Qué hacer cuando el problema viene de arriba
El escenario se complica considerablemente cuando quien se apropia de los méritos ajenos no es un compañero de igual rango, sino un superior jerárquico. En estos casos, la asimetría de poder hace que las estrategias habituales resulten insuficientes. Arnaiz reconoce que es la situación más delicada y recomienda buscar aliados dentro de la organización: personas de confianza que conozcan la realidad de las contribuciones y puedan, llegado el caso, respaldar la versión de los hechos.
También sugiere utilizar los canales formales de la empresa —evaluaciones de desempeño, sistemas de feedback 360 grados, reuniones con recursos humanos— para dejar constancia de las aportaciones propias. No como un acto de denuncia, sino como un ejercicio legítimo de visibilidad profesional. La clave, insiste, está en no dejarse arrastrar por la rabia y mantener siempre un tono constructivo.

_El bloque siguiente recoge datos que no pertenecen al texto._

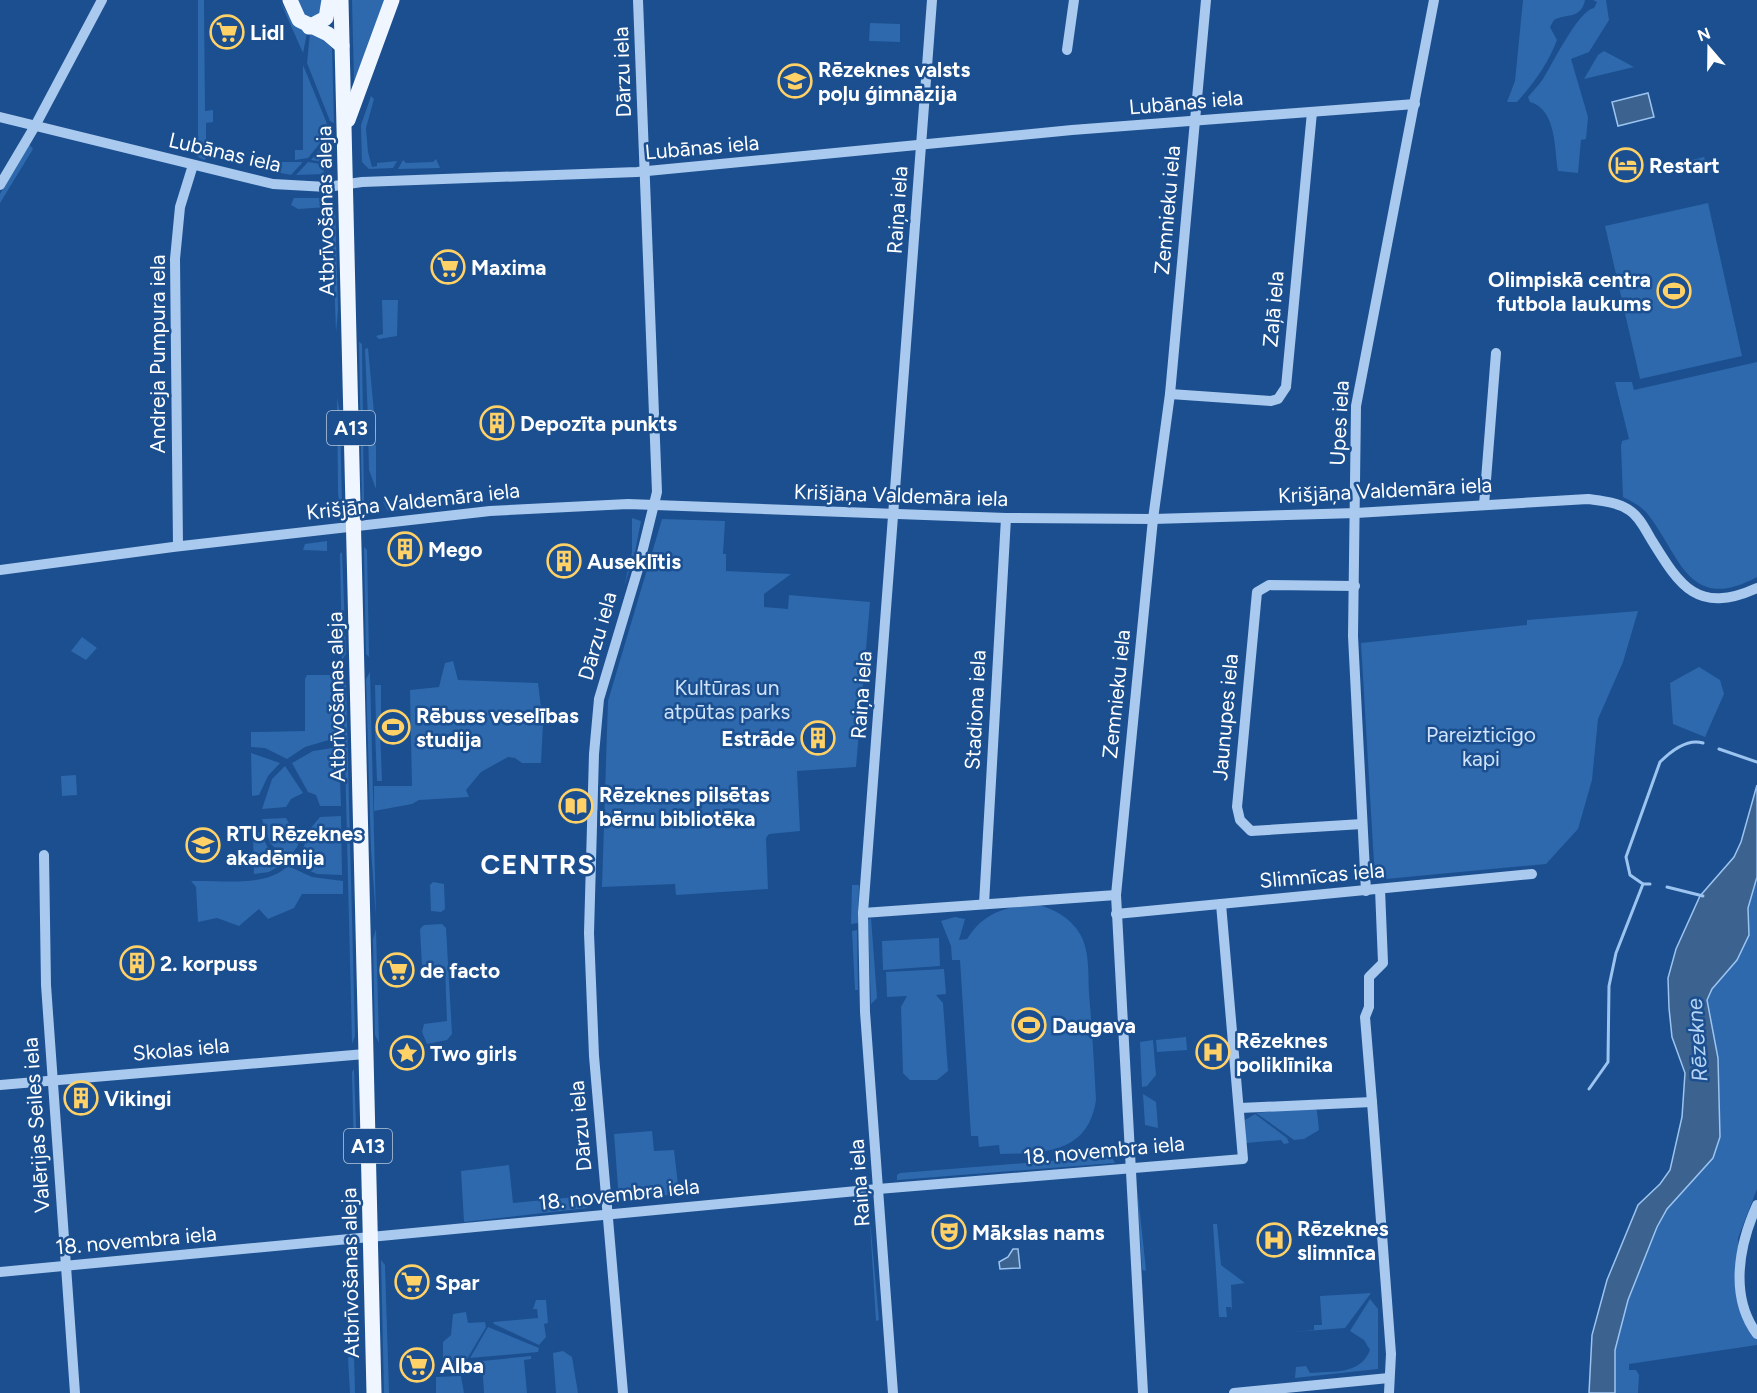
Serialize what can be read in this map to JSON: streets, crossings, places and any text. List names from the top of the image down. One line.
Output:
{"streets":{"main road":["Atbrīvošanas aleja","A13"],"street":["Dārzu iela","Lubānas iela","Raiņa iela","Zemnieku iela","Zaļā iela","Andreja Pumpura iela","Upes iela","Krišjāņa Valdemāra iela","Stadiona iela","Jaunupes iela","Slimnīcas iela","Skolas iela","Valērijas Seiles iela","18. novembra iela"]},"crossings":[["Dārzu iela","Lubānas iela"],["Dārzu iela","Krišjāņa Valdemāra iela"],["Dārzu iela","18. novembra iela"],["Lubānas iela","Raiņa iela"],["Lubānas iela","Zemnieku iela"],["Lubānas iela","Atbrīvošanas aleja"],["Lubānas iela","Zaļā iela"],["Lubānas iela","Andreja Pumpura iela"],["Lubānas iela","Upes iela"],["Raiņa iela","Krišjāņa Valdemāra iela"],["Raiņa iela","18. novembra iela"],["Zemnieku iela","Zaļā iela"],["Zemnieku iela","Krišjāņa Valdemāra iela"],["Zemnieku iela","Slimnīcas iela"],["Zemnieku iela","18. novembra iela"],["Atbrīvošanas aleja","Krišjāņa Valdemāra iela"],["Atbrīvošanas aleja","Skolas iela"],["Atbrīvošanas aleja","18. novembra iela"],["Andreja Pumpura iela","Krišjāņa Valdemāra iela"],["Upes iela","Krišjāņa Valdemāra iela"],["Upes iela","Jaunupes iela"],["Upes iela","Slimnīcas iela"],["Krišjāņa Valdemāra iela","Stadiona iela"],["Skolas iela","Valērijas Seiles iela"],["Valērijas Seiles iela","18. novembra iela"]],"districts":["CENTRS"],"water":["Rēzekne"],"parks":["Kultūras un atpūtas parks","Pareizticīgo kapi"],"places":{"supermarket":["Lidl","Maxima","de facto","Spar","Alba"],"school or university":["Rēzeknes valsts poļu ģimnāzija","RTU Rēzeknes akadēmija"],"hotel":["Restart"],"sports":["Olimpiskā centra futbola laukums","Rēbuss veselības studija","Daugava"],"building":["Depozīta punkts","Mego","Auseklītis","Estrāde","2. korpuss","Vikingi"],"library":["Rēzeknes pilsētas bērnu bibliotēka"],"hospital":["Rēzeknes poliklīnika","Rēzeknes slimnīca"],"place":["Two girls"],"theatre":["Mākslas nams"]},"north":"top"}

El mensaje de fondo que transmite esta experta es esperanzador pero exigente: proteger tu trabajo requiere disciplina, autoconocimiento y una dosis considerable de inteligencia emocional. No basta con hacer bien las cosas; hay que asegurarse de que se sabe que las haces bien. En un mercado laboral donde la competencia interna es feroz y las herramientas tecnológicas difuminan las fronteras entre lo propio y lo ajeno, la transparencia y la documentación se convierten en aliados imprescindibles para cualquier profesional que aspire a un desarrollo de carrera justo y sostenible.